• [Data shown]:
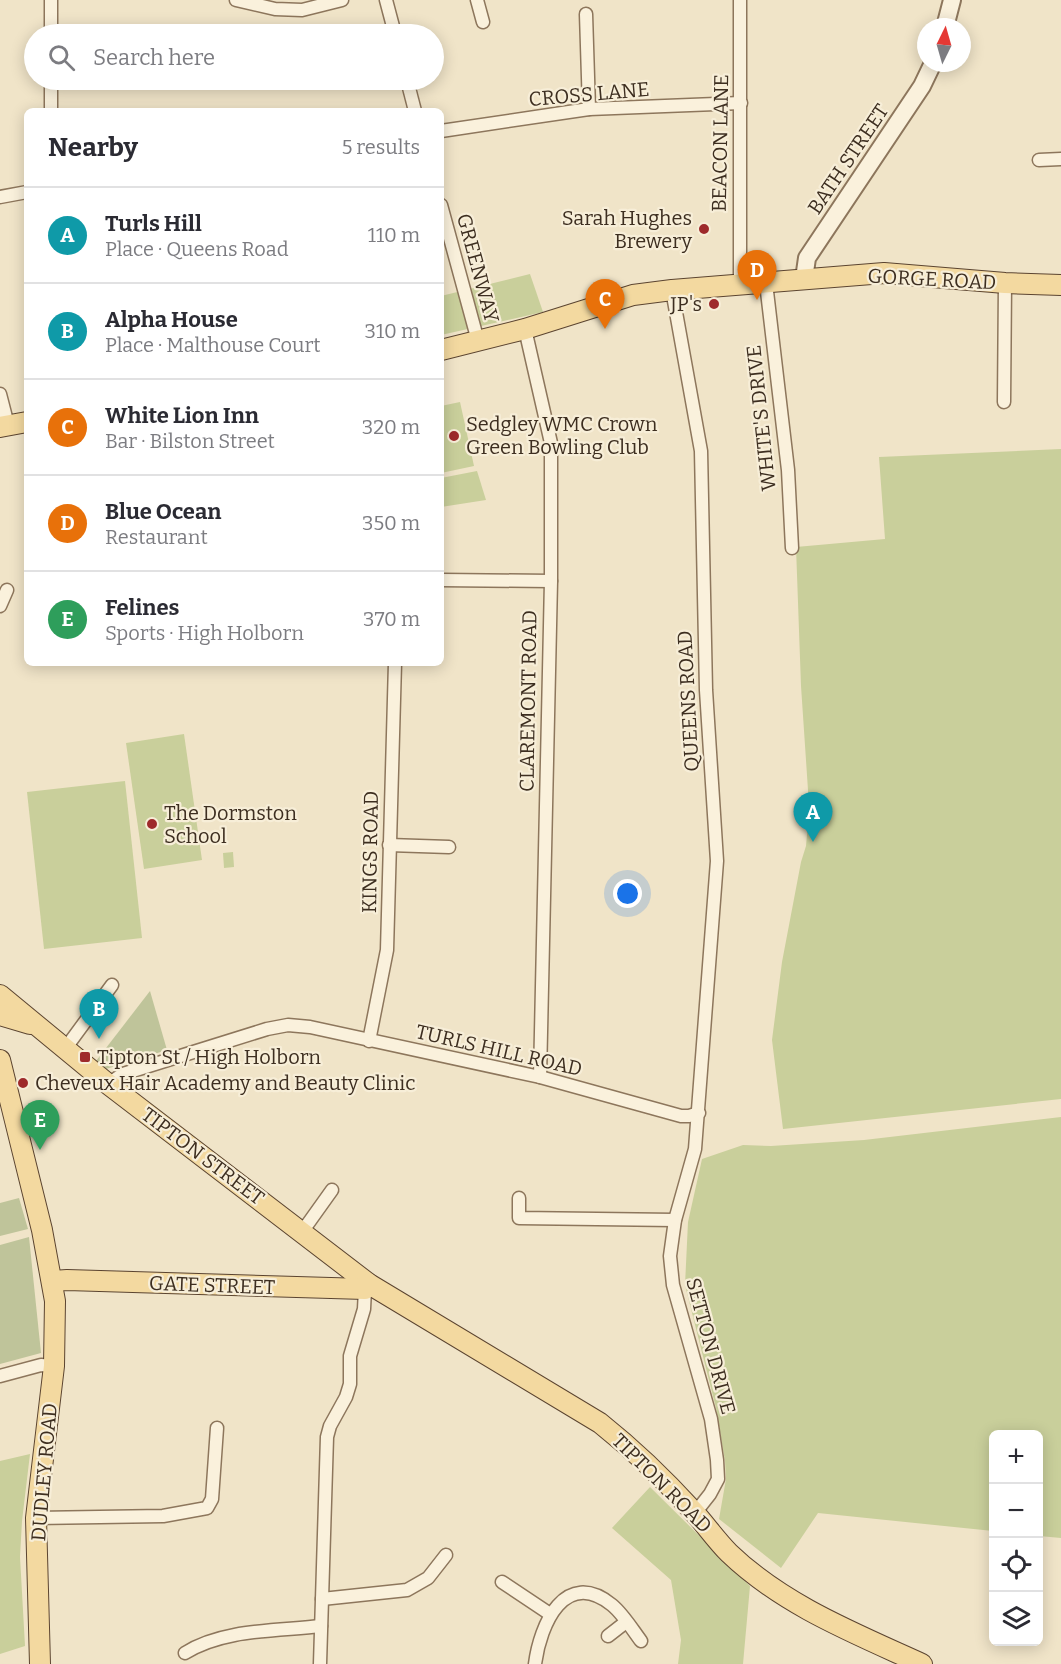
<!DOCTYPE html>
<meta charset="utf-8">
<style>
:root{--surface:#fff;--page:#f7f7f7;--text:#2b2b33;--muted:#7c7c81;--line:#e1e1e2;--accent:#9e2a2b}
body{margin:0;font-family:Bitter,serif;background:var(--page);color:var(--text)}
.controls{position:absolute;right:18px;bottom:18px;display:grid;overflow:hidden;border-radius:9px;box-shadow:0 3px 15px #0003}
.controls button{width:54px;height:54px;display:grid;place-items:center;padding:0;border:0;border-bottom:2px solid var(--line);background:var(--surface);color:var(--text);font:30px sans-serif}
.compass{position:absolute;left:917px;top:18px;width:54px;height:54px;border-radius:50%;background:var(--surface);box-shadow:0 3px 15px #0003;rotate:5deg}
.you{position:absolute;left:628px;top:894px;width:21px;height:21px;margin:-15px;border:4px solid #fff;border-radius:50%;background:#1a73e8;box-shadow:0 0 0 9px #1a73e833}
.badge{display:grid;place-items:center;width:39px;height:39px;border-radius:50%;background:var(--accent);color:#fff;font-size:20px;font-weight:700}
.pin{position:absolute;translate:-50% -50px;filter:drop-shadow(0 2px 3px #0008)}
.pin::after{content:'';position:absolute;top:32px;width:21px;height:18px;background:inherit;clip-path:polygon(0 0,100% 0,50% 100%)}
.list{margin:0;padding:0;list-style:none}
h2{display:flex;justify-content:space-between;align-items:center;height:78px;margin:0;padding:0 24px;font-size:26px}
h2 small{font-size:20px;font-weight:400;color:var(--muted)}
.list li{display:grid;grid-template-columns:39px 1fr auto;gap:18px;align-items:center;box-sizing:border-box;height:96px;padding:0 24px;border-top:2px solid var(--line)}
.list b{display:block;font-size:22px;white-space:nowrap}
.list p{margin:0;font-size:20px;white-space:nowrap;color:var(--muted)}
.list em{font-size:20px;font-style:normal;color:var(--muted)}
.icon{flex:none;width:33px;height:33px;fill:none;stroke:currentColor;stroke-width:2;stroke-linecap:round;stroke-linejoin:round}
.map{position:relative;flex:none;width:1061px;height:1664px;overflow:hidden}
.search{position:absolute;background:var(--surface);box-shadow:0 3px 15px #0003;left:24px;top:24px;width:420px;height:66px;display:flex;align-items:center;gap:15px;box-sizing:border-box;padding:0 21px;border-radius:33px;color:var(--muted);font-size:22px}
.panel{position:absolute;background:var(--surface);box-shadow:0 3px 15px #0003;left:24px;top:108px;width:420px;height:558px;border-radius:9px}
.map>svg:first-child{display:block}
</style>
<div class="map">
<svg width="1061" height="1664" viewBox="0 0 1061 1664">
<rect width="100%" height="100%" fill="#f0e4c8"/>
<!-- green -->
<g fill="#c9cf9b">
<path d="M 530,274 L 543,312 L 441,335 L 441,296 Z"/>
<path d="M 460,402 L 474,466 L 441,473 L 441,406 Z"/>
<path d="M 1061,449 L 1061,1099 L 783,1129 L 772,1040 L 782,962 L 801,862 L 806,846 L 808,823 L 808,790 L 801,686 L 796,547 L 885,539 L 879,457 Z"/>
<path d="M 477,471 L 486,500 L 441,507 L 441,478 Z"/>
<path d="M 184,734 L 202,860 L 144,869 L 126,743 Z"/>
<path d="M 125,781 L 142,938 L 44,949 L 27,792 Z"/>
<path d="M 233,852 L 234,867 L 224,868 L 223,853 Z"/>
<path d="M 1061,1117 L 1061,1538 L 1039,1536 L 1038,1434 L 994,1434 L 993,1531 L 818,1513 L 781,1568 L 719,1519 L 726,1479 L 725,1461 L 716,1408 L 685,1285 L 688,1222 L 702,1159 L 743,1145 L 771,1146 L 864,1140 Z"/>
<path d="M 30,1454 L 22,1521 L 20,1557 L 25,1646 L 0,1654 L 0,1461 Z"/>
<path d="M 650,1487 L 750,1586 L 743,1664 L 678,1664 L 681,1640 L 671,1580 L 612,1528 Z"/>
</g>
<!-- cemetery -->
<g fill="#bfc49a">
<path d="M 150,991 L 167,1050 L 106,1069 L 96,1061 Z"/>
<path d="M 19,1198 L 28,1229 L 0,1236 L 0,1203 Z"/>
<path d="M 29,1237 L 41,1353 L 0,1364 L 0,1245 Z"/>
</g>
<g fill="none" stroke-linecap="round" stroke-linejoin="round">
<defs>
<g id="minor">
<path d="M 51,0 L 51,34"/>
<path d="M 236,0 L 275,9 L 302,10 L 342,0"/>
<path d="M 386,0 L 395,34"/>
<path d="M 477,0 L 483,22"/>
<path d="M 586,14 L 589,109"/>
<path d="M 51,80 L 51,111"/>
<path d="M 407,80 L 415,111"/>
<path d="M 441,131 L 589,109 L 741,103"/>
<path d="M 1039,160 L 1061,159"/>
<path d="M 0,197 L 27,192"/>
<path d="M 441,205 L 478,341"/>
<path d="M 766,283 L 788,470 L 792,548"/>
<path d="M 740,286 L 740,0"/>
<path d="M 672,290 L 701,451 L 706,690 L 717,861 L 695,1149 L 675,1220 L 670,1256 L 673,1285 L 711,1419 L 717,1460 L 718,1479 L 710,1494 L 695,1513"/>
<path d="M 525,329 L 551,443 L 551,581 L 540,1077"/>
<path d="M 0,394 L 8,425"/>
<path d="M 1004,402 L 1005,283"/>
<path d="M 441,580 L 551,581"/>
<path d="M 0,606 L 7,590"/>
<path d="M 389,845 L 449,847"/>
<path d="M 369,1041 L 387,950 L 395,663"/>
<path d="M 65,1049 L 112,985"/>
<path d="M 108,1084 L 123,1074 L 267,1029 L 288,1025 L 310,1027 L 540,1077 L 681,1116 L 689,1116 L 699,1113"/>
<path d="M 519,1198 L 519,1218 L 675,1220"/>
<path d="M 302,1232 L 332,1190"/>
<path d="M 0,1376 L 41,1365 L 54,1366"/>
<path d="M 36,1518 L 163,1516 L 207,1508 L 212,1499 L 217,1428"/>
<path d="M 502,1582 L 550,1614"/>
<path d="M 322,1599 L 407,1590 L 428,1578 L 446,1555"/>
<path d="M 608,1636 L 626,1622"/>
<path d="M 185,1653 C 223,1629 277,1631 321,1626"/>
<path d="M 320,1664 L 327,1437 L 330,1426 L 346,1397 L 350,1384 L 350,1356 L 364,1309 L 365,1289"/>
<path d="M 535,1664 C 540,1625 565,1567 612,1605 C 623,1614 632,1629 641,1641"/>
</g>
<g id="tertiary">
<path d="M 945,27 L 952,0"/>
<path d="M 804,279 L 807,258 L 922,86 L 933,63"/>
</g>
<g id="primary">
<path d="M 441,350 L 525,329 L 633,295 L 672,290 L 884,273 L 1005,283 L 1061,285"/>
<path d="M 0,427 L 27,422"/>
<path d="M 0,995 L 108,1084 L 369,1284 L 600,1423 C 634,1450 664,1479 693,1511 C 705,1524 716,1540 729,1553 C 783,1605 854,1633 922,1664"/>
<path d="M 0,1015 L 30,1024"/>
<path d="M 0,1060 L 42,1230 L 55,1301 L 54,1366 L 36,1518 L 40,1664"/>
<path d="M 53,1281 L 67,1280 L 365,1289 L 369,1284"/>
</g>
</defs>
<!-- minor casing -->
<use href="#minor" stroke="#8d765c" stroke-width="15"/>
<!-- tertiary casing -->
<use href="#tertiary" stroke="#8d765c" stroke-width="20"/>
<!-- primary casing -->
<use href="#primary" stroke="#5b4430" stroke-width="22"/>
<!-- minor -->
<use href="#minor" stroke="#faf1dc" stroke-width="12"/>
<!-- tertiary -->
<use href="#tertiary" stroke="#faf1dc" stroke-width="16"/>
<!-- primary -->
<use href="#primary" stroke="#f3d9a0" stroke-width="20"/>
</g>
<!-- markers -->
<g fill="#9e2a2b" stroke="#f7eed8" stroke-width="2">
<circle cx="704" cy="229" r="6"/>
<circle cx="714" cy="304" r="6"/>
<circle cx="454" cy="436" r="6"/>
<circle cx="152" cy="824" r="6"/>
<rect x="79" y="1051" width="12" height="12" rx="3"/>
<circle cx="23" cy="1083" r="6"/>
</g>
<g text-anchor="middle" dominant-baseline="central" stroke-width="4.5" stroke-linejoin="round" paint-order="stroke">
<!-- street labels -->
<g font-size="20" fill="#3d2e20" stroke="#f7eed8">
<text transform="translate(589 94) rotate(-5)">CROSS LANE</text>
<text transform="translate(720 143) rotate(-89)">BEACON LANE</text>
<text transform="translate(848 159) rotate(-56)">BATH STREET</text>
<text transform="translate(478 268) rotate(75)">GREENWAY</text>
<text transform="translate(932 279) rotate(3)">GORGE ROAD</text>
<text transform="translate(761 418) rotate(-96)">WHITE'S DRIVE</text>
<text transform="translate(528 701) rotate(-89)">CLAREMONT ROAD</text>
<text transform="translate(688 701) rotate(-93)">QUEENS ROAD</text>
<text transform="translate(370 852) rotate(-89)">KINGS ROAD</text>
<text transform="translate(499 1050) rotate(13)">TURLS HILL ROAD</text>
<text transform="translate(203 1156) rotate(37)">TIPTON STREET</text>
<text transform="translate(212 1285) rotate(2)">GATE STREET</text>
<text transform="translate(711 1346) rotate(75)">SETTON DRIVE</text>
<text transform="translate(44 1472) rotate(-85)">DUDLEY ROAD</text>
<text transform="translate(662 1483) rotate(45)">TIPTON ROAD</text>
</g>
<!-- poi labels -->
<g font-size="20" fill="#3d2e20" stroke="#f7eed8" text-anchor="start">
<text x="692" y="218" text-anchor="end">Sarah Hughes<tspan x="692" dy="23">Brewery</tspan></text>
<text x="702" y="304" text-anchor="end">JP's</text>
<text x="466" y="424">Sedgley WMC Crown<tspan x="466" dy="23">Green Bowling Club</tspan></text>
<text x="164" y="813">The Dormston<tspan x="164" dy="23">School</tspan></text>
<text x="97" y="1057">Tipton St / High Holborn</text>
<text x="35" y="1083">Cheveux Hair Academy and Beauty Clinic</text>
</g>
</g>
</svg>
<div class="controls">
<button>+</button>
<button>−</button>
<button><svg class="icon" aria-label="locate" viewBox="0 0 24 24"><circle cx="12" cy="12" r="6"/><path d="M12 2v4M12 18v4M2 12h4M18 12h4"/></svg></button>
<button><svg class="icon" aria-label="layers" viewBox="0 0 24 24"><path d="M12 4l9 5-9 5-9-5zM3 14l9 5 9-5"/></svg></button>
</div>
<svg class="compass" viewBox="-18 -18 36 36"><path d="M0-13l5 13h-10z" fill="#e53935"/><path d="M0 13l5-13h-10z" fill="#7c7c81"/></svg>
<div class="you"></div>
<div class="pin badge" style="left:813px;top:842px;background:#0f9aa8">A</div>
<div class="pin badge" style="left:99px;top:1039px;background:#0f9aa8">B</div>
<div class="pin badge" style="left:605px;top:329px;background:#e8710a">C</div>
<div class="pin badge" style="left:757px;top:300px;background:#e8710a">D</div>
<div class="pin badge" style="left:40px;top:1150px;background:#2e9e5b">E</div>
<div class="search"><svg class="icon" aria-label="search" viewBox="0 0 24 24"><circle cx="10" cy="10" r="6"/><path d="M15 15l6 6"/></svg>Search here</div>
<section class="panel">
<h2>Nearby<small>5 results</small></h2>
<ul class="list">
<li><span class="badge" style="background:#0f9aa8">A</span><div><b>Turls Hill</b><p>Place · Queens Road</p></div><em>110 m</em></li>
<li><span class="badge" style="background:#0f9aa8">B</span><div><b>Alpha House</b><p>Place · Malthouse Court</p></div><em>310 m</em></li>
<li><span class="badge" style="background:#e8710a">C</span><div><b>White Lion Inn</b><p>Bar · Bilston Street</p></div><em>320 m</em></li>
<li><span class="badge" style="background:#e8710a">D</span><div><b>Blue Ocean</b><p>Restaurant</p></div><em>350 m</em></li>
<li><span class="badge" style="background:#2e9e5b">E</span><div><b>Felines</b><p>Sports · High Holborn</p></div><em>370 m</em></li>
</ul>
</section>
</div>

• [What you need to do]:
Copy out each line of the data that holds the string "bottom".

• [Task solution]:
.controls{position:absolute;right:18px;bottom:18px;display:grid;overflow:hidden;border-radius:9px;box-shadow:0 3px 15px #0003}
.controls button{width:54px;height:54px;display:grid;place-items:center;padding:0;border:0;border-bottom:2px solid var(--line);background:var(--surface);color:var(--text);font:30px sans-serif}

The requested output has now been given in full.